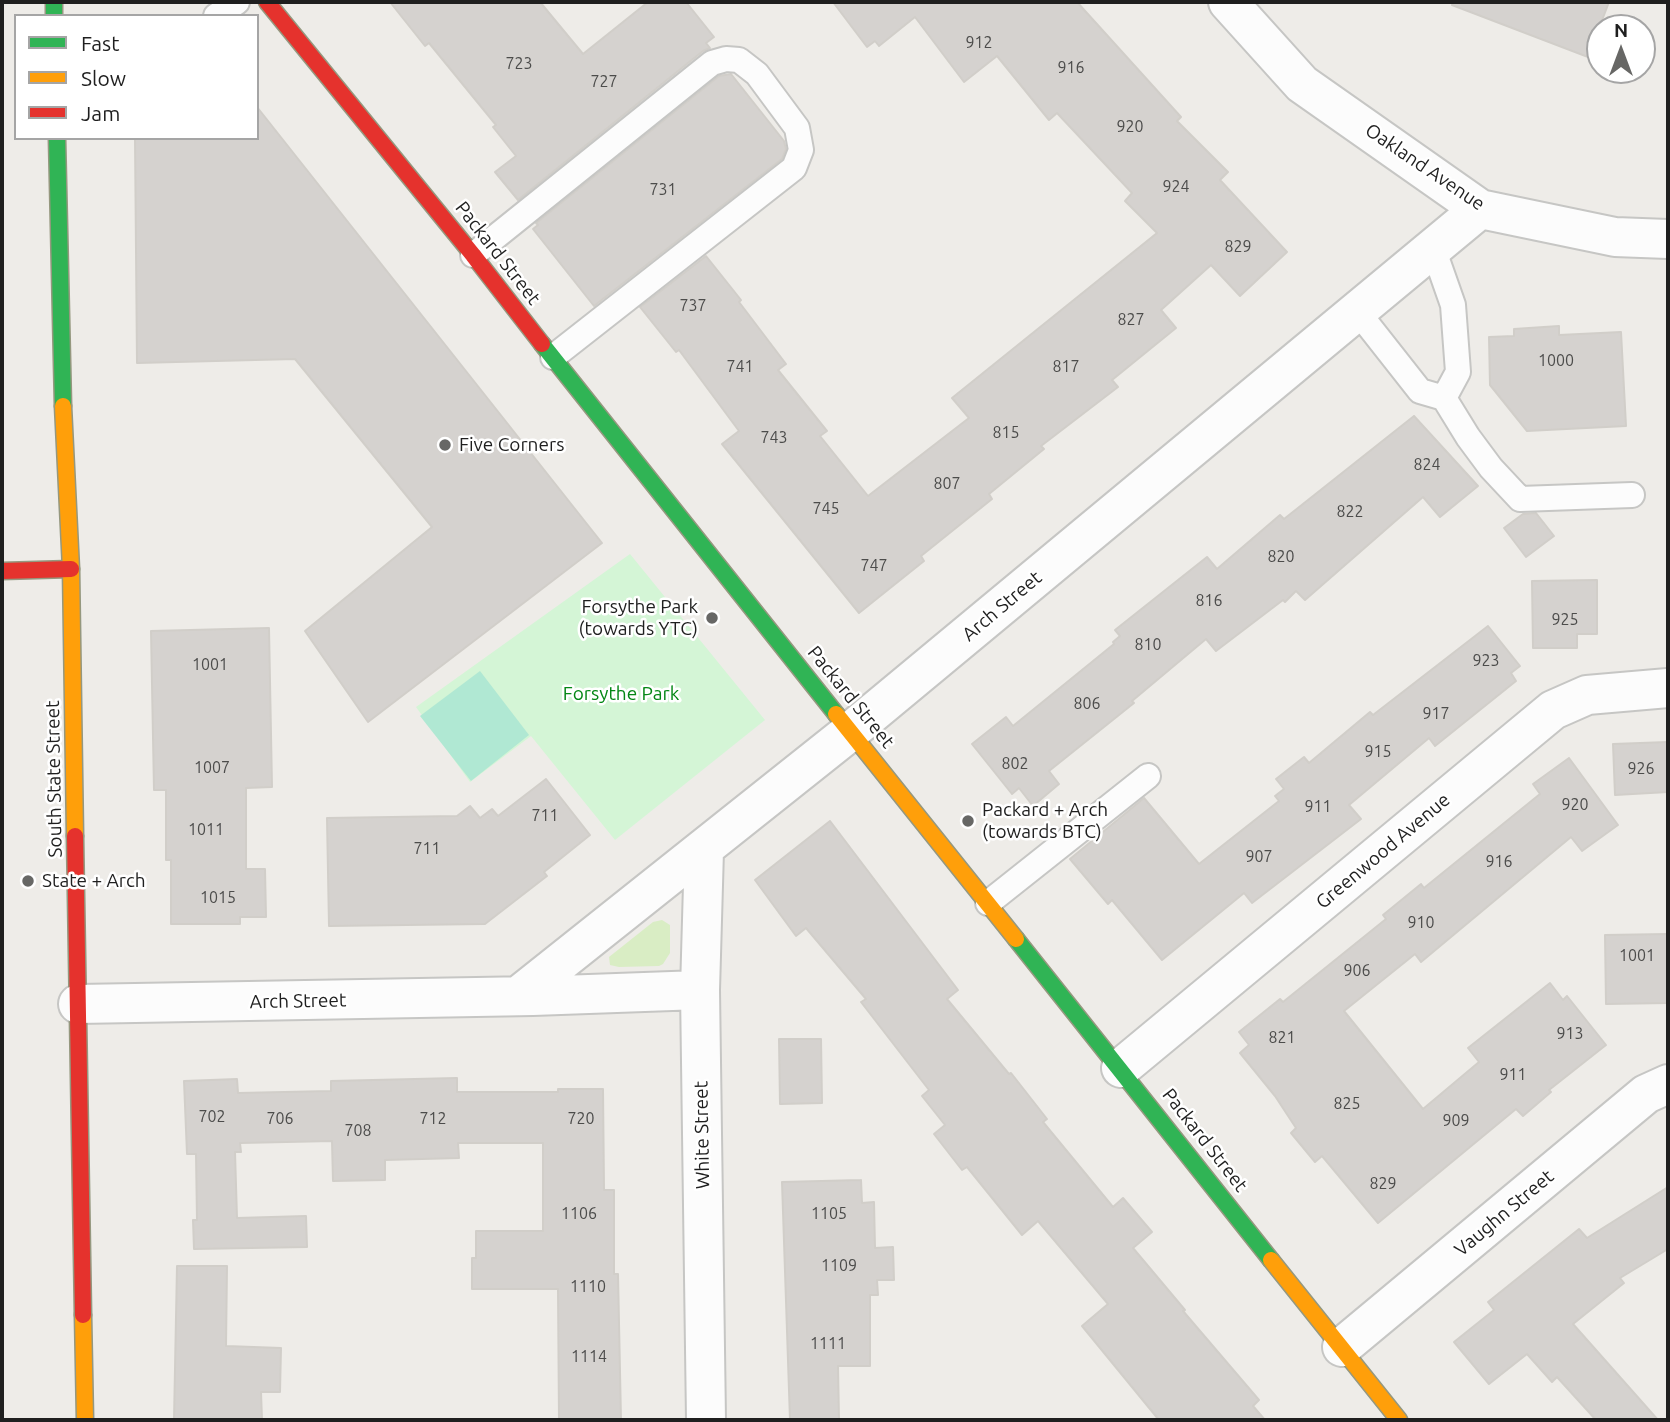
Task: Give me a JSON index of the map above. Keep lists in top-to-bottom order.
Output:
{
  "streets": {
    "main road": ["Packard Street", "South State Street"],
    "street": [
      "Oakland Avenue",
      "Arch Street",
      "Greenwood Avenue",
      "White Street",
      "Vaughn Street"
    ]
  },
  "crossings": [
    ["Oakland Avenue", "Arch Street"],
    ["Packard Street", "Arch Street"],
    ["Packard Street", "Greenwood Avenue"],
    ["Packard Street", "Vaughn Street"],
    ["Arch Street", "South State Street"],
    ["Arch Street", "White Street"]
  ],
  "parks": ["Forsythe Park"],
  "places": [
    "Five Corners",
    "Forsythe Park (towards YTC)",
    "Packard + Arch (towards BTC)",
    "State + Arch"
  ],
  "house_numbers": [
    "912",
    "723",
    "916",
    "727",
    "920",
    "924",
    "731",
    "829",
    "737",
    "827",
    "1000",
    "741",
    "817",
    "815",
    "743",
    "824",
    "807",
    "745",
    "822",
    "820",
    "747",
    "816",
    "925",
    "810",
    "923",
    "1001",
    "806",
    "917",
    "915",
    "802",
    "1007",
    "926",
    "920",
    "911",
    "711",
    "1011",
    "711",
    "907",
    "916",
    "1015",
    "910",
    "1001",
    "906",
    "913",
    "821",
    "911",
    "825",
    "702",
    "706",
    "712",
    "720",
    "909",
    "708",
    "829",
    "1106",
    "1105",
    "1109",
    "1110",
    "1111",
    "1114"
  ],
  "legend": ["Fast", "Slow", "Jam"],
  "north": "top"
}
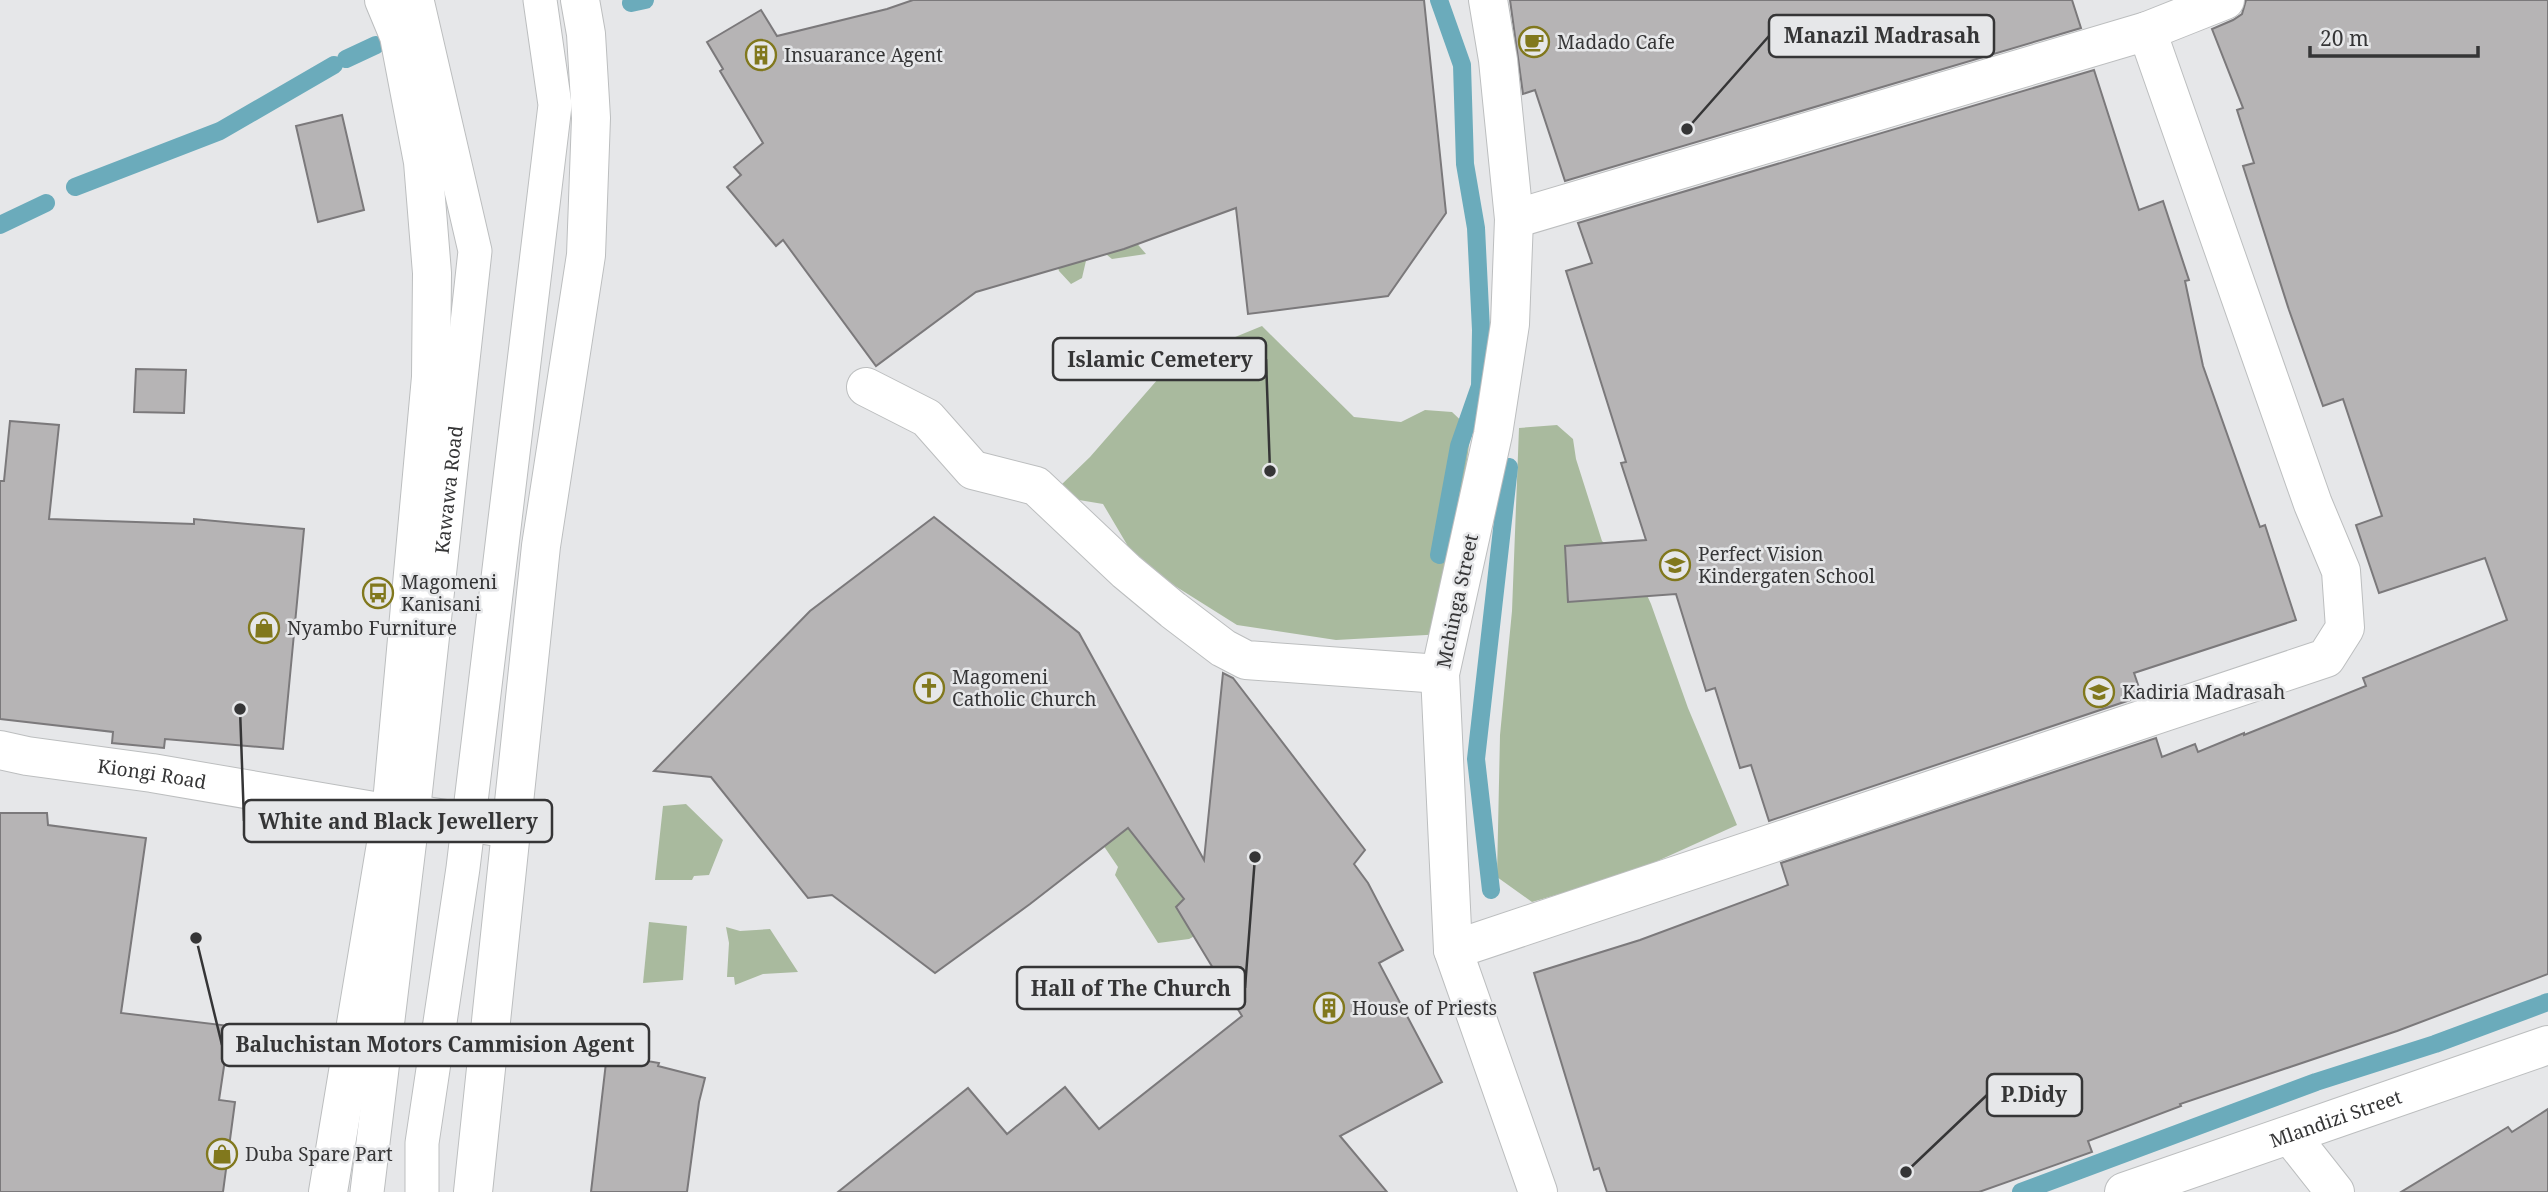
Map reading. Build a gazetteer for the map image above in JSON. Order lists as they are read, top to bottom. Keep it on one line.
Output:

━━━━━━━━

> **WHAT THE TASK REQUIRES**
What lines in the entries contain "lists"? Report each one by copying it.

> **WRITTEN ANSWER**
Task: Give me a JSON index of the map above. Keep lists in top-to-bottom order.
Map reading. Build a gazetteer for the map image above in JSON. Order lists as they are read, top to bottom. Keep it on one line.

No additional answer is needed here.